(Extracted data entries)
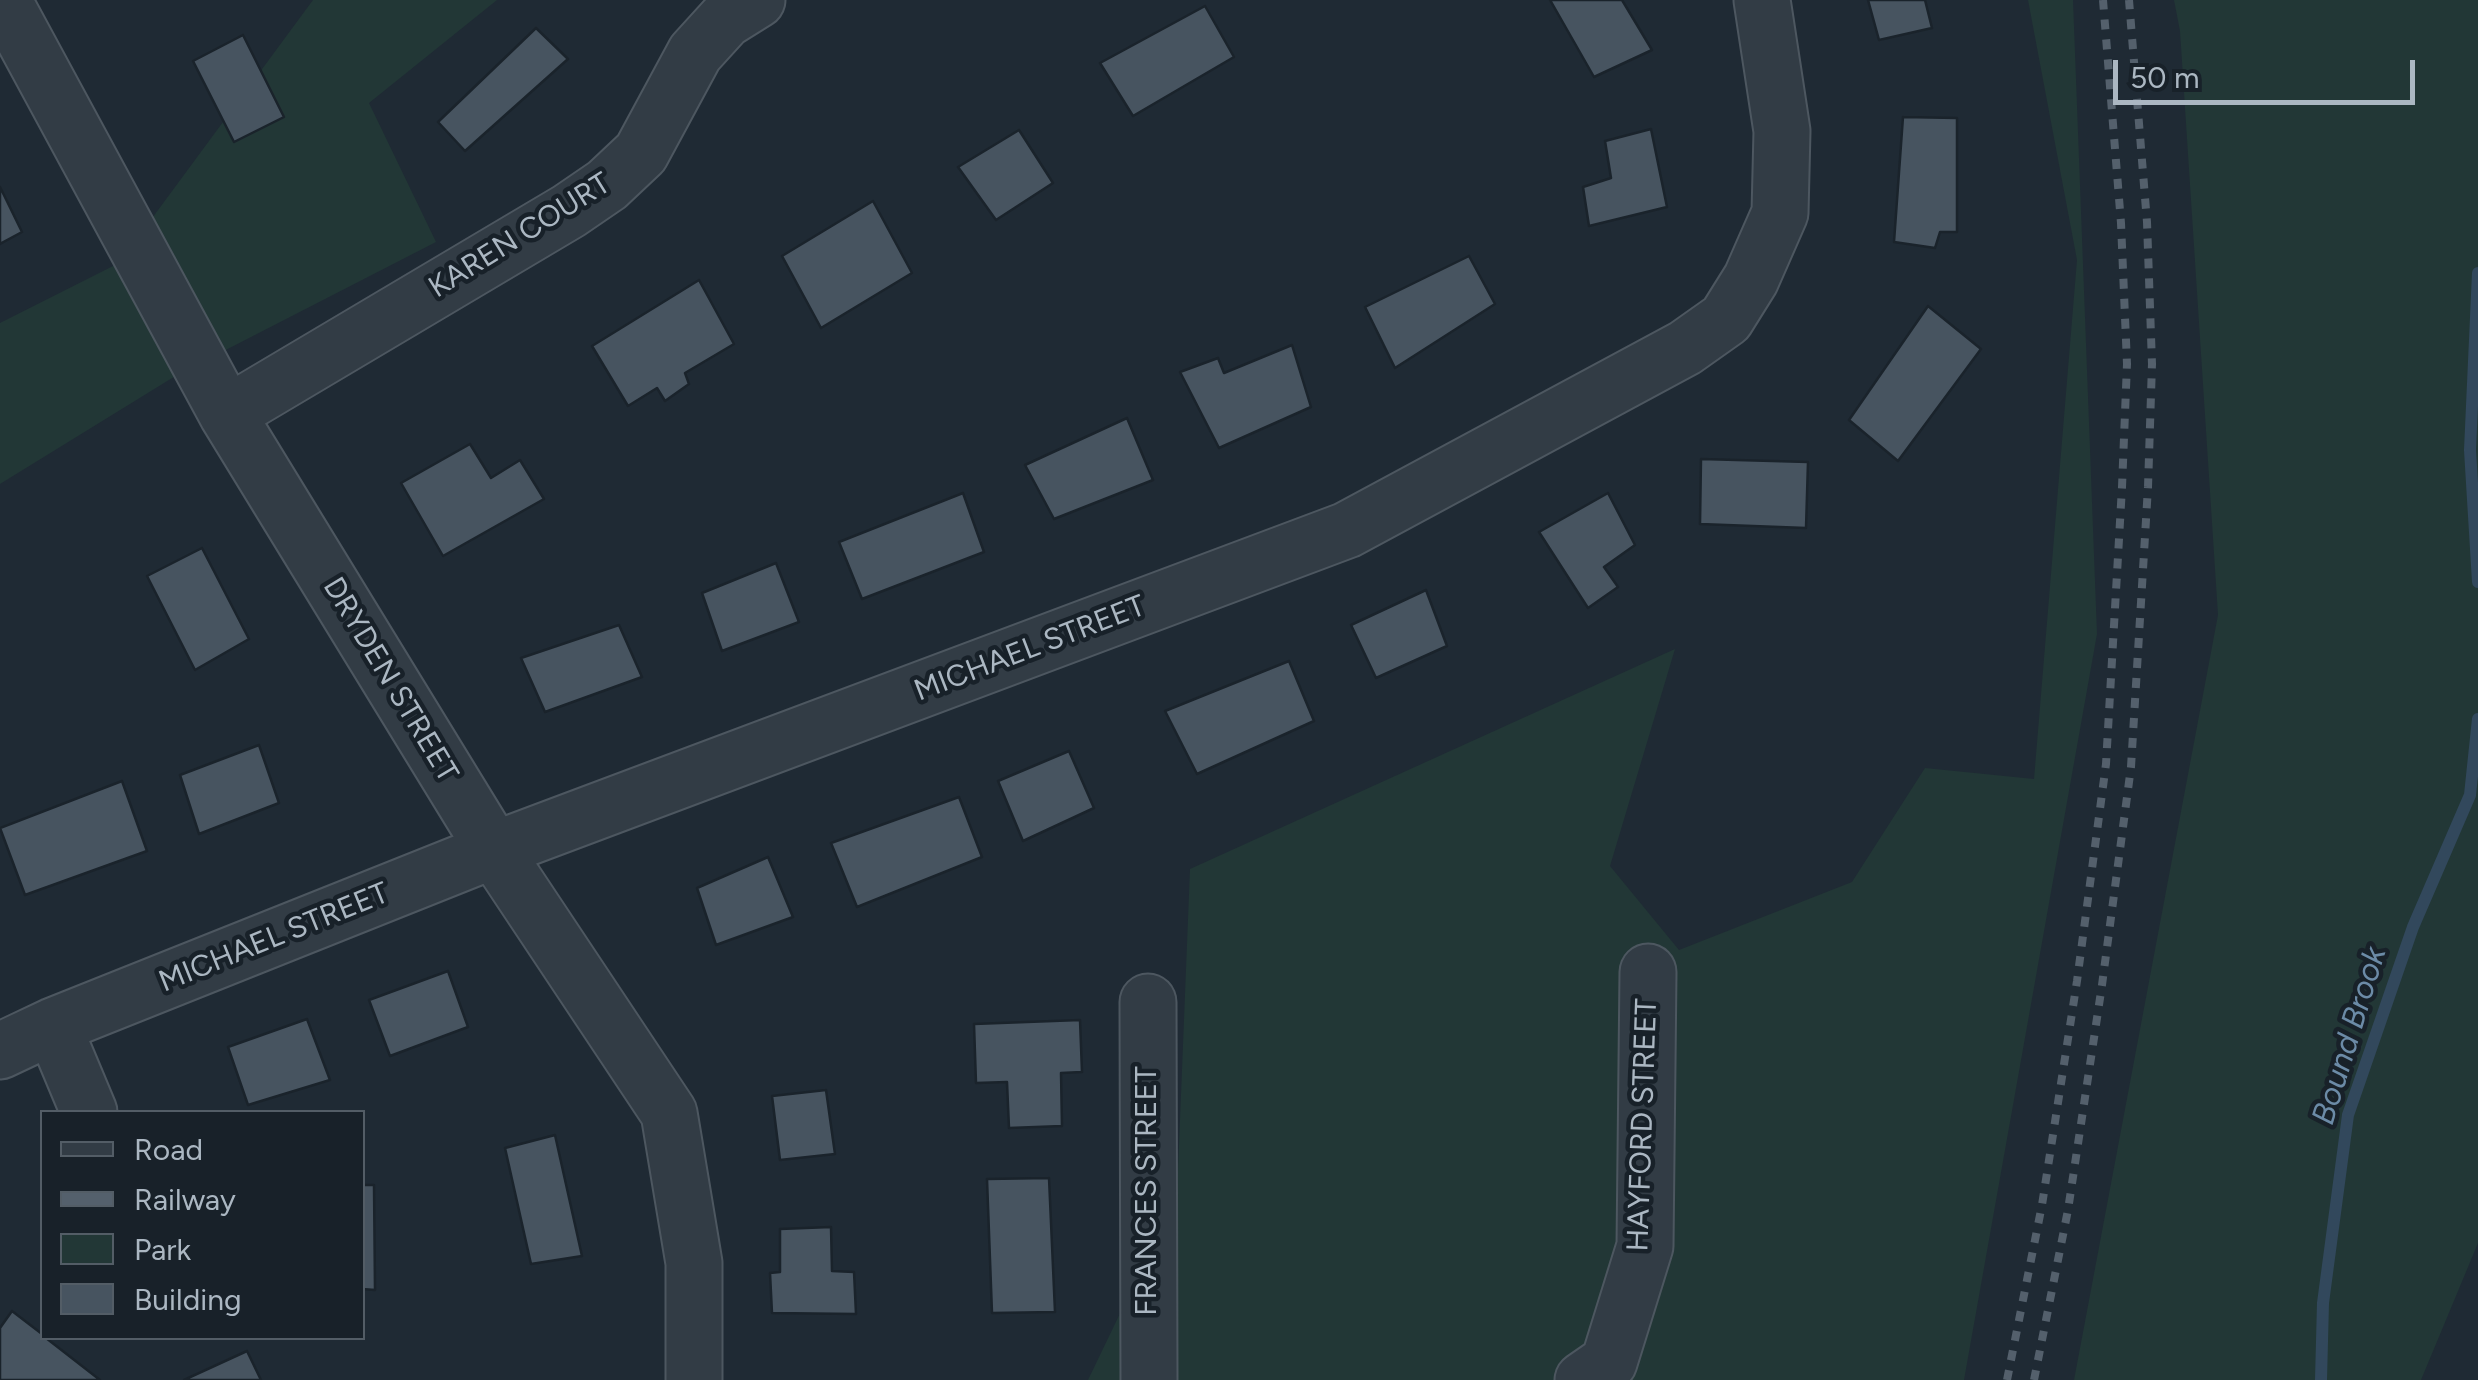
<!DOCTYPE html>
<html>
<head>
<meta charset="utf-8">
<style>
  body { margin:0 }
  #map { position:relative; width:2478px; height:1380px; overflow:hidden; background:#1f2a34; font-family:Figtree,sans-serif }
  canvas { display:block }
  .legend { position:absolute; left:40px; top:1110px; width:325px; height:230px; box-sizing:border-box; background:#182129; border:2px solid #535d66; margin:0; padding:12px 18px; list-style:none; font-size:30px; color:#abb7c2 }
  .legend li { display:flex; align-items:center; gap:20px; height:50px }
  .legend b { width:50px; border:2px solid #535d66 }
  .scale { position:absolute; left:2113px; top:60px; width:302px; height:45px; box-sizing:border-box; border:5px solid #abb7c2; border-top:0; padding-left:12px; font-size:30px; line-height:35px; white-space:nowrap; color:#abb7c2; -webkit-text-stroke:8px #182129; paint-order:stroke }
</style>
</head>
<body>
<div id="map">
<canvas width="2478" height="1380"></canvas>
<ul class="legend">
<li><b style="height:12px;background:#323c45"></b>Road</li>
<li><b style="height:12px;background:#54606c"></b>Railway</li>
<li><b style="height:28px;background:#223736"></b>Park</li>
<li><b style="height:28px;background:#475460"></b>Building</li>
</ul>
<div class="scale">50 m</div>
</div>
<script>
const ctx = document.querySelector('canvas').getContext('2d');
ctx.lineJoin = 'round';
function fillPath(path, color) { ctx.fillStyle = color; ctx.fill(path, 'evenodd'); }
const toPath = rows => new Path2D(rows.map(r => 'M' + r).join(''));
function trace(path, color, width, dash) { ctx.strokeStyle = color; ctx.lineWidth = width; ctx.lineCap = dash ? 'butt' : 'round'; ctx.setLineDash(dash || []); ctx.stroke(path); }
function drawText(font, color, halo, rows, align = 'center') {
  ctx.font = font + ' Figtree,sans-serif'; ctx.lineWidth = 9; ctx.setLineDash([]); ctx.textBaseline = 'middle'; ctx.strokeStyle = halo; ctx.fillStyle = color; for (const [text, x, y, turn = 0] of rows) {
    ctx.save(); ctx.translate(x, y); ctx.rotate((+turn || 0) * Math.PI / 180); ctx.textAlign = isNaN(turn) ? turn : align; if (halo) ctx.strokeText(text, 0, 0); ctx.fillText(text, 0, 0); ctx.restore();
  }
}
fillPath(toPath([
  [313,0,497,0,369,103,436,242,177,375,0,484,0,323,119,263],
  [2028,0,2073,0,2097,634,1964,1380,1088,1380,1177,1195,1190,869,1675,649,1610,866,1679,950,1852,882,1925,768,2034,779,2077,260],
  [2174,0,2478,0,2478,1243,2421,1380,2074,1380,2218,615,2180,31]
]), '#223736');
trace(toPath([
  [2478,273,2470,450,2478,582],
  [2321,1380,2323,1303,2348,1115,2413,927,2470,795,2478,719]
]), '#32485c', 12);
const building = toPath([
  [1550,0,1622,0,1652,50,1594,77,1550,0],
  [1868,0,1925,0,1932,28,1879,40,1868,0],
  [1205,6,1234,57,1133,116,1100,63,1205,6],
  [536,28,568,59,465,151,438,122,536,28],
  [243,35,284,117,234,142,193,61,243,35],
  [1903,117,1957,118,1957,232,1940,232,1935,248,1894,242,1903,117],
  [1651,129,1667,207,1589,226,1583,187,1611,178,1605,141,1651,129],
  [1019,130,1053,183,996,220,958,167,1019,130],
  [0,187,22,232,0,244,0,187],
  [873,201,912,273,821,328,782,256,873,201],
  [1469,256,1495,304,1395,368,1365,307,1469,256],
  [699,280,734,344,685,373,689,384,665,401,657,388,628,406,592,346,699,280],
  [1928,306,1981,349,1898,461,1849,420,1928,306],
  [1292,345,1311,407,1219,448,1180,372,1218,358,1224,373,1292,345],
  [1127,418,1153,480,1054,519,1025,465,1127,418],
  [470,444,491,478,520,460,544,499,443,556,401,483,470,444],
  [1701,459,1808,462,1806,528,1700,524,1701,459],
  [963,493,984,552,862,599,839,542,963,493],
  [1608,493,1635,545,1604,567,1618,587,1588,608,1539,532,1608,493],
  [202,548,249,639,195,670,147,576,202,548],
  [776,563,799,622,722,651,702,593,776,563],
  [1426,590,1447,646,1376,678,1351,625,1426,590],
  [619,625,642,677,545,712,521,658,619,625],
  [1289,661,1314,721,1197,774,1165,711,1289,661],
  [259,745,279,803,199,834,180,775,259,745],
  [1069,751,1094,808,1023,841,998,781,1069,751],
  [122,781,147,851,25,895,0,828,122,781],
  [959,797,982,857,857,907,831,843,959,797],
  [768,857,793,917,716,945,697,888,768,857],
  [448,971,468,1027,390,1056,369,1000,448,971],
  [307,1019,330,1080,248,1105,228,1047,307,1019],
  [1080,1020,1082,1072,1061,1073,1062,1126,1009,1128,1007,1082,976,1083,974,1024,1080,1020],
  [826,1090,835,1154,780,1160,772,1096,826,1090],
  [555,1135,582,1256,531,1264,505,1148,555,1135],
  [1049,1178,1055,1312,992,1313,987,1179,1049,1178],
  [362,1185,374,1185,375,1290,362,1289,362,1185],
  [831,1227,832,1271,854,1272,856,1314,772,1313,770,1273,780,1272,780,1229,831,1227],
  [12,1311,42,1334,42,1338,46,1338,100,1380,0,1380,0,1328,12,1311],
  [247,1351,261,1380,184,1380,247,1351]
]);
fillPath(building, '#475460');
trace(building, '#1a232b', 2.5);
const minor = toPath([
  [3,0,227,414,494,850,669,1113,694,1263,694,1380],
  [227,414,569,211,607,185,641,153,695,53,725,20,757,0],
  [1148,1002,1149,1380],
  [53,1026,89,1112],
  [0,1051,53,1026,494,850,1347,530,1685,348,1726,319,1751,279,1780,213,1782,131,1762,0],
  [1583,1380,1609,1362,1645,1246,1648,972]
]);
trace(minor, '#4d5760', 59);
trace(minor, '#323c45', 55);
trace(toPath([
  [2007,1380,2042,1205,2077,981,2106,764,2122,487,2127,364,2121,223,2103,0],
  [2034,1380,2068,1210,2102,985,2131,767,2148,487,2152,364,2147,222,2129,0]
]), '#54606c', 8, [10, 10]);
drawText('30px', '#abb7c2', '#182129', [
  ["KAREN COURT",520,236,-32],
  ["MICHAEL STREET",1030,649,-21],
  ["DRYDEN STREET",390,680,59],
  ["MICHAEL STREET",274,938,-22],
  ["HAYFORD STREET",1643,1125,-88],
  ["FRANCES STREET",1147,1191,-90]
]);
drawText('italic 32px', '#6c8ba7', '#182129', [
  ["Bound Brook",2350,1036,-73]
]);
</script>
</body>
</html>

Work item
How many lines of the records contain the string "setLineDash"? Respond with the number alone.

Exercise answer
2